- Given entries
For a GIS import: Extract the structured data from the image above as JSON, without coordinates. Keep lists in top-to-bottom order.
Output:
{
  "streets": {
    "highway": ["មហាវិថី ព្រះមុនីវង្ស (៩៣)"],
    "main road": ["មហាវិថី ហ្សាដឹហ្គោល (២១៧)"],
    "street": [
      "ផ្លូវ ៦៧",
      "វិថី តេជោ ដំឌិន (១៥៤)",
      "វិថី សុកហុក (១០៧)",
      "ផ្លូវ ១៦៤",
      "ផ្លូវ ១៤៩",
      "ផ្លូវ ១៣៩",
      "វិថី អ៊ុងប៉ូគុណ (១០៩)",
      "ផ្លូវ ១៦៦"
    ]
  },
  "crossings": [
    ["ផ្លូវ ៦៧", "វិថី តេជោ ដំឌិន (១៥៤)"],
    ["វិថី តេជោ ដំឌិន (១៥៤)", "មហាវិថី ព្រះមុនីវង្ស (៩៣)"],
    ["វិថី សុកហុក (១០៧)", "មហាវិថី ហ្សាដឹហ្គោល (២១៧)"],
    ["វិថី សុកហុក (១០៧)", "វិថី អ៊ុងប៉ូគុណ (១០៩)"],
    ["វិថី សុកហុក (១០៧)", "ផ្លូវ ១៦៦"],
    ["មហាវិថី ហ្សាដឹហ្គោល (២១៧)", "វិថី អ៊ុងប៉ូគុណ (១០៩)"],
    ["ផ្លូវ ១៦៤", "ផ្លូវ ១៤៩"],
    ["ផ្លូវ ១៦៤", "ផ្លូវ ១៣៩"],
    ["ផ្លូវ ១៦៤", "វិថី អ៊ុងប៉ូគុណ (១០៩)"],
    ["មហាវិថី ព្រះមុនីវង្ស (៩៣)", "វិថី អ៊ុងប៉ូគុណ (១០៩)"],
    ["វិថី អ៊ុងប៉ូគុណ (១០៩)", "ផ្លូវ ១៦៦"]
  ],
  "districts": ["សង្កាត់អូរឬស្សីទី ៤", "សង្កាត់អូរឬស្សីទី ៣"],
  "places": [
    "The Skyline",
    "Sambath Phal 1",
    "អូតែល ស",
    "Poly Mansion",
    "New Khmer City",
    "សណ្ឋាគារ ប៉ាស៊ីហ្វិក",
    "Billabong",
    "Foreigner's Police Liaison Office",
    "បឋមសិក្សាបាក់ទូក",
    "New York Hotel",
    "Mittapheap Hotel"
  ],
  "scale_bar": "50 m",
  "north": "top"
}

- Work instructions
Would you output every line of the listing exactly as given?

- Exercise response
For a GIS import: Extract the structured data from the image above as JSON, without coordinates. Keep lists in top-to-bottom order.
Output:
{
  "streets": {
    "highway": ["មហាវិថី ព្រះមុនីវង្ស (៩៣)"],
    "main road": ["មហាវិថី ហ្សាដឹហ្គោល (២១៧)"],
    "street": [
      "ផ្លូវ ៦៧",
      "វិថី តេជោ ដំឌិន (១៥៤)",
      "វិថី សុកហុក (១០៧)",
      "ផ្លូវ ១៦៤",
      "ផ្លូវ ១៤៩",
      "ផ្លូវ ១៣៩",
      "វិថី អ៊ុងប៉ូគុណ (១០៩)",
      "ផ្លូវ ១៦៦"
    ]
  },
  "crossings": [
    ["ផ្លូវ ៦៧", "វិថី តេជោ ដំឌិន (១៥៤)"],
    ["វិថី តេជោ ដំឌិន (១៥៤)", "មហាវិថី ព្រះមុនីវង្ស (៩៣)"],
    ["វិថី សុកហុក (១០៧)", "មហាវិថី ហ្សាដឹហ្គោល (២១៧)"],
    ["វិថី សុកហុក (១០៧)", "វិថី អ៊ុងប៉ូគុណ (១០៩)"],
    ["វិថី សុកហុក (១០៧)", "ផ្លូវ ១៦៦"],
    ["មហាវិថី ហ្សាដឹហ្គោល (២១៧)", "វិថី អ៊ុងប៉ូគុណ (១០៩)"],
    ["ផ្លូវ ១៦៤", "ផ្លូវ ១៤៩"],
    ["ផ្លូវ ១៦៤", "ផ្លូវ ១៣៩"],
    ["ផ្លូវ ១៦៤", "វិថី អ៊ុងប៉ូគុណ (១០៩)"],
    ["មហាវិថី ព្រះមុនីវង្ស (៩៣)", "វិថី អ៊ុងប៉ូគុណ (១០៩)"],
    ["វិថី អ៊ុងប៉ូគុណ (១០៩)", "ផ្លូវ ១៦៦"]
  ],
  "districts": ["សង្កាត់អូរឬស្សីទី ៤", "សង្កាត់អូរឬស្សីទី ៣"],
  "places": [
    "The Skyline",
    "Sambath Phal 1",
    "អូតែល ស",
    "Poly Mansion",
    "New Khmer City",
    "សណ្ឋាគារ ប៉ាស៊ីហ្វិក",
    "Billabong",
    "Foreigner's Police Liaison Office",
    "បឋមសិក្សាបាក់ទូក",
    "New York Hotel",
    "Mittapheap Hotel"
  ],
  "scale_bar": "50 m",
  "north": "top"
}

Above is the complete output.